Firefly Lane was a pretty quick read for me, because I found it to be essentially plot-driven, and the plot was pretty involving. The course of Tallulah "Tully" Hart and (the unfortunately named) Kate Mularkey's friendship over more than thirty years follows them through college, careers, families, bonding, fighting, and Life. While they come of age at a time when women are encouraged to go for "having it all," they essentially find themselves each having part of it and missing out on another; Tully has the big career, and Kate's family becomes her career. The history between them keeps them together as their paths diverge and each comes to envy the other to a degree, until that history is unexpectedly betrayed.
I would have liked more character development here, although I did come to like both Tully and Kate. I thought their main qualities were established early on - Tully's abandonment issues and ambition, and Kate's drive for security - and although a lot happened to them, neither seemed to grow all that much as people beyond those traits. Many of the other characters were even sketchier, and I never really got a sense that any of them had much of an internal life.

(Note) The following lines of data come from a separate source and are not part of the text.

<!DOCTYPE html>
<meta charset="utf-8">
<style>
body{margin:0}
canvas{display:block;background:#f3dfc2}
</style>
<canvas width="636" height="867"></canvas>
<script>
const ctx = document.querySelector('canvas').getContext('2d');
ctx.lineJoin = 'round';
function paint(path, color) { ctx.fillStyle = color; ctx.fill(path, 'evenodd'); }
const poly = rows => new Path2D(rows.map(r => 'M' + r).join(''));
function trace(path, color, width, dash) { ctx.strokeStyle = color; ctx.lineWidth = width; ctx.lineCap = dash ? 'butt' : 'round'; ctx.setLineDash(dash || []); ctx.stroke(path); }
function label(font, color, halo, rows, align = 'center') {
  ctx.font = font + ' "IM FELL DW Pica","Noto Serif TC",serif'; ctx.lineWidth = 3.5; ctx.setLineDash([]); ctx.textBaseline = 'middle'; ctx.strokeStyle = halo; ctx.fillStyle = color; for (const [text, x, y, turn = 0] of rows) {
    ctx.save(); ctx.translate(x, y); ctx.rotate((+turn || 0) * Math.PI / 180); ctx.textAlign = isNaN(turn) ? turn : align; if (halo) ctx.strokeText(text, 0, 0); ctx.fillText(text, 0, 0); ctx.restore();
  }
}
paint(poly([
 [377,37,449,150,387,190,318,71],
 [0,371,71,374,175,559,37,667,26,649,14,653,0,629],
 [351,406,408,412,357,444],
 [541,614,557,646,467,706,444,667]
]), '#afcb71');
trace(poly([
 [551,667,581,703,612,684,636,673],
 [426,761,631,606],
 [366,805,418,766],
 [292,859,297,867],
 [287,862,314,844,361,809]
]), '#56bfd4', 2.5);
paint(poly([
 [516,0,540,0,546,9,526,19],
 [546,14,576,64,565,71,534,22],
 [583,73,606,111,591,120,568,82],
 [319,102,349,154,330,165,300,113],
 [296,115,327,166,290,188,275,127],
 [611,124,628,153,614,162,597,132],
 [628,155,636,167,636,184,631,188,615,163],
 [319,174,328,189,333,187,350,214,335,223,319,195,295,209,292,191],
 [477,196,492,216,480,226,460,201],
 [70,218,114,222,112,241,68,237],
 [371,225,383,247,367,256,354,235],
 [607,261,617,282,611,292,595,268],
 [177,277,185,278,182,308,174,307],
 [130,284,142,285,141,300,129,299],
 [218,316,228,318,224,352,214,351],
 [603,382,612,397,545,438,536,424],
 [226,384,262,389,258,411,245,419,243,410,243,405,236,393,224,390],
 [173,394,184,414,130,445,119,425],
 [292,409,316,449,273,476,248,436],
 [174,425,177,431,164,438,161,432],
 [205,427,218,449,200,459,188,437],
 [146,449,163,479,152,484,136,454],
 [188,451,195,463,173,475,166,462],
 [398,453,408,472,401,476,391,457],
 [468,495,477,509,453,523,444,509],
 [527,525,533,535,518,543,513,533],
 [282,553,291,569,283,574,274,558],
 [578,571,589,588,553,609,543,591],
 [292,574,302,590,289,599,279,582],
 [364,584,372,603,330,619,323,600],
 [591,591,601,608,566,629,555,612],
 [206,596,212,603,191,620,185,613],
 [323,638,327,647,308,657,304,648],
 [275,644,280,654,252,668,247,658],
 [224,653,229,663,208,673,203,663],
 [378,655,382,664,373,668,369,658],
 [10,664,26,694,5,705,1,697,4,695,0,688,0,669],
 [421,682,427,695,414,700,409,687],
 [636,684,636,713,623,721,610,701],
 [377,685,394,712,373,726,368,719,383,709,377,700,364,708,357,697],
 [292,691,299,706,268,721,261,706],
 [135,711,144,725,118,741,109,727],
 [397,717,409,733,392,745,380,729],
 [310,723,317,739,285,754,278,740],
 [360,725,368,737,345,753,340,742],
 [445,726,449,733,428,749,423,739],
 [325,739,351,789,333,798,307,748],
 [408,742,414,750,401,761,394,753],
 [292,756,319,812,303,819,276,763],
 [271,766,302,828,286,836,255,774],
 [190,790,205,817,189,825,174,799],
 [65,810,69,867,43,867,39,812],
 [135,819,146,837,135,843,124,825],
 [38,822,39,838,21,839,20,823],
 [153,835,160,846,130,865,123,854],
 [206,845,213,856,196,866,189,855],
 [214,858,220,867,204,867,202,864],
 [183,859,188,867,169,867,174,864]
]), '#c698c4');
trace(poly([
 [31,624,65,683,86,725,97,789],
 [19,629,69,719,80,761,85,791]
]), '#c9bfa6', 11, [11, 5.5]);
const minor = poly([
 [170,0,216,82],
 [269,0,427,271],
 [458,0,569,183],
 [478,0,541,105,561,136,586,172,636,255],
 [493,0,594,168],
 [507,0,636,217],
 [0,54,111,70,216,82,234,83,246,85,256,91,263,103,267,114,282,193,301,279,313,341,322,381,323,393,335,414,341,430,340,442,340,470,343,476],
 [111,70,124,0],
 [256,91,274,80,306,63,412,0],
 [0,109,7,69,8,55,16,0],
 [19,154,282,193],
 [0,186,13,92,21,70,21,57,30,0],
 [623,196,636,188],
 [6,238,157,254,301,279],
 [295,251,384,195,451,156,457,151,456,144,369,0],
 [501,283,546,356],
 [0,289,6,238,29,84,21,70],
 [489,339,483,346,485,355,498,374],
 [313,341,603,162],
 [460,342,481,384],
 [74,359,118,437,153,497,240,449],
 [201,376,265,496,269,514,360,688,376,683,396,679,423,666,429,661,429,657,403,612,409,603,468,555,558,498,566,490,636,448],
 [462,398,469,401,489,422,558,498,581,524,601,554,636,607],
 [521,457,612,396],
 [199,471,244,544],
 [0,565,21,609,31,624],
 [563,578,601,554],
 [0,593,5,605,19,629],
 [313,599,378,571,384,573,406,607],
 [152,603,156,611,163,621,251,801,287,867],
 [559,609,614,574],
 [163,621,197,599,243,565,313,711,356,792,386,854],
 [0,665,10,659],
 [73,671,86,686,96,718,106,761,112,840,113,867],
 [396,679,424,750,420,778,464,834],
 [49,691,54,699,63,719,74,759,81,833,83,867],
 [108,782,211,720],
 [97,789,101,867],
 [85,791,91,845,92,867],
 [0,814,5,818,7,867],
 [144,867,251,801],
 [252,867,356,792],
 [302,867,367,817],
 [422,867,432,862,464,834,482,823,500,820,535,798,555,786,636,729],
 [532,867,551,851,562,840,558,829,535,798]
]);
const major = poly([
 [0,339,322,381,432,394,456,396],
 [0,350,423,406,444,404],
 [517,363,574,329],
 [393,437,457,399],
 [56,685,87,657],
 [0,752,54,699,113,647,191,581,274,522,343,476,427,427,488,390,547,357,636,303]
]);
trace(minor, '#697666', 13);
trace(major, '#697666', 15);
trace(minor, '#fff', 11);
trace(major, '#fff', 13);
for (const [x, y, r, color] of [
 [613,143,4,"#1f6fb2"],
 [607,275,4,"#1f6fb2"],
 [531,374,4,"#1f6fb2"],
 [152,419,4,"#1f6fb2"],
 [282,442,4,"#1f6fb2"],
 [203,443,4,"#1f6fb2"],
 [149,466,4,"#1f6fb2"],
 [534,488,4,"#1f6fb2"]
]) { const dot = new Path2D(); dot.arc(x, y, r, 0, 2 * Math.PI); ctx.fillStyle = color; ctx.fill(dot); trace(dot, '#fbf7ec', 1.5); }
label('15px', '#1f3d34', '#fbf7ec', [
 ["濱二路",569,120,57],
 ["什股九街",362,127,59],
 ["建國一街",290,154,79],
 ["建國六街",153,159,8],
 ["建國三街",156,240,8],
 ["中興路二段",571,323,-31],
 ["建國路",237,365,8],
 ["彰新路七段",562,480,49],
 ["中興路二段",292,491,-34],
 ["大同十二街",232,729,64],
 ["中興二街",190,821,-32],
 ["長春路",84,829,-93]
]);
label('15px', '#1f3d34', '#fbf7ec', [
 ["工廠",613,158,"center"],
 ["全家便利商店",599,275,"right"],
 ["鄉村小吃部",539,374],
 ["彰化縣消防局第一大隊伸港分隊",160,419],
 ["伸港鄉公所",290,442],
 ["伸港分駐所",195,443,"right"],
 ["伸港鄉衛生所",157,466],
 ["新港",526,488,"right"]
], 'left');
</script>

Because the book moves forward mainly through plot elements as opposed to theme or character, I don't want to get too detailed in discussing it, so as to avoid spoilers. I did find it compelling, in a melodramatic, Lifetime-movie sense, although the male characters weren't all duplicitous and mean. That probably sounds more negative than I intend it to be. The story follows a fairly classic women's fiction framework - which is not the same as a "chick-lit" model - and takes its characters through life passages and crises that many women can identify with; work, love, kids, etc. Although some parts of the story were predictable, I wanted to see how they unfolded; and I even though I would have liked to have more of Tully and Kate, I did get invested in their story.
This really isn't a novel I would have sought out on my own, but I think there's probably a good-sized audience for it, and if it is your kind of thing, I'd recommend it. As I got further into the book, I found myself liking it more - more in general, and more than I expected to. Kristin Hannah's writing is solid throughout, and I found Firefly Lane to be an enjoyable place to spend a few days.